Lately I’ve been struck by how many seemingly mature Christians are “bent in on themselves” (to borrow from Martin Luther). While John Piper’s Christian hedonism, outlined in his now classic Desiring God, has merit (namely that believers are most satisfied with life when God is most glorified in them), I cannot get over how many I know who name Christ as Lord, but seemingly think only of themselves! It’s no surprise that those of this stripe are the least pleased with their life circumstances despite all the efforts to infuse pleasure into their existence. Ironically, in an effort to promote their own pleasure, they end up producing considerable pain! What Rick Warren’s popular Purpose Driven Life says in the opening chapter, namely, “It’s not about you,” and Piper’s dictum that we must find pleasure in God and his purposes as the summum bonum of Christian experience, is simply being ignored in many Christian circles. Our narcissistic society is breeding a new kind of Christian egoism that puts personal interests above others.

Inevitably this selfish tendency gives birth to the “empty self,” which J. P. Moreland’s Kingdom Triangle annotates in detail. Sadly, rather than living a rich and rewarding existence spending ourselves on others, I know too many believers who look only “within” to find peace and fulfillment. Their quiet times are more precious than shoveling their neighbor’s driveway after a snowstorm. Time spent on devotional or academic readings obscures the call to “Go and make disciples of all nations” (Matthew 28:19).

Lest I be accused of bifurcation here, let me be clear. It’s not a matter of either a) having devotional times, preparing to do ministry by hard, focused academic study or b) meeting others’ practical needs where possible and making disciples for Christ. Rather, this is a call to explicit obedience to Scripture as in 1 John 3:16-18. My logic follows that of Jesus in Matthew 23:23. We must both devote personal time to Christ and reach out to those around us. The former should naturally give rise to the latter.

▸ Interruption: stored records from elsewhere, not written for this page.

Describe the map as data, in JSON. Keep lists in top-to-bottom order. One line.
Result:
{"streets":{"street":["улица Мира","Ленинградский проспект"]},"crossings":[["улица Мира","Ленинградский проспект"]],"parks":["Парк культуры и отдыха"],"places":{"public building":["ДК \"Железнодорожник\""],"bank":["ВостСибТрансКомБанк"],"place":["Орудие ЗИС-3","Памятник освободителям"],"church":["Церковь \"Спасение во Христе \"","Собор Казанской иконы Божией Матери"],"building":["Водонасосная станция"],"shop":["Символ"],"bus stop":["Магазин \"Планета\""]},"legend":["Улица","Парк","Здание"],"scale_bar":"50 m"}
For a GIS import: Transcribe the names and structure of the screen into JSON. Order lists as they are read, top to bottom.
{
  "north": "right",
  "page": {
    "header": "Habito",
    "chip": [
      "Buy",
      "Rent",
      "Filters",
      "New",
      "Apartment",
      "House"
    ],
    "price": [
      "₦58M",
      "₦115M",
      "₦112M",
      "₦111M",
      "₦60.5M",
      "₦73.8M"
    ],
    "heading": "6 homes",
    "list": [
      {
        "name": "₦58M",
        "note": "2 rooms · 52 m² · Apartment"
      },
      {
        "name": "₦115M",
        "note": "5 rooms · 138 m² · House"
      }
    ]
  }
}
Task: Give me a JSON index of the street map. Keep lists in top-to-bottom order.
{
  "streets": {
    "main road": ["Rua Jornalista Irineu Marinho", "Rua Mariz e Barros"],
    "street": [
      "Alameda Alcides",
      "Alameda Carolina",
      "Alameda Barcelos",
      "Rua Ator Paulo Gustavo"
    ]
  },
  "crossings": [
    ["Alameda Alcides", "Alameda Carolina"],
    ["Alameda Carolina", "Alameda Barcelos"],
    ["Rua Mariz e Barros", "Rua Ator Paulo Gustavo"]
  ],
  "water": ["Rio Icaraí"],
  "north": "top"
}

Despite Scripture’s teaching about investing in the lives of others, many invest primarily in themselves. It’s rare that I hear from others what is going on in someone else’s life. In fact, one believer confessed to me they do not even know their neighbors after many years living in the same house. I hardly ever hear a call for requests to pray for others from the “others” that I speak with regularly. Instead, it’s all about them!

The Apostle Paul insists that we must “do nothing out of selfish ambition or vain conceit. Rather, in humility value others above yourselves, not looking to your own interests but each of you to the interests of the others” (Philippians 2:3, 4, TNIV).

Likewise, Christ teaches us that “It is more blessed to give than to receive” (Acts 20:35); blessing comes from giving, not receiving. While it may be nice to be on the receiving end, true blessing comes from investing in others for God’s glory. Moreover, there’s a kind of reciprocity when we give to others and we find that generosity yields prosperity “A generous person will prosper; whoever refreshes others will be refreshed” (Proverbs 11:25). We really do receive back what we give.

Believers are the light of the world and when our light shines into the lives of others by our good works on their behalf, then God’s glorious presence is illuminated (Matthew 5:14-16). If the spotlight is constantly on ourselves, then we illuminate nothing whatsoever of eternal import and end up multiplying our discontent and prolonging the misery of the empty self. God help us to to find pleasure in serving others and experience the blessing of giving!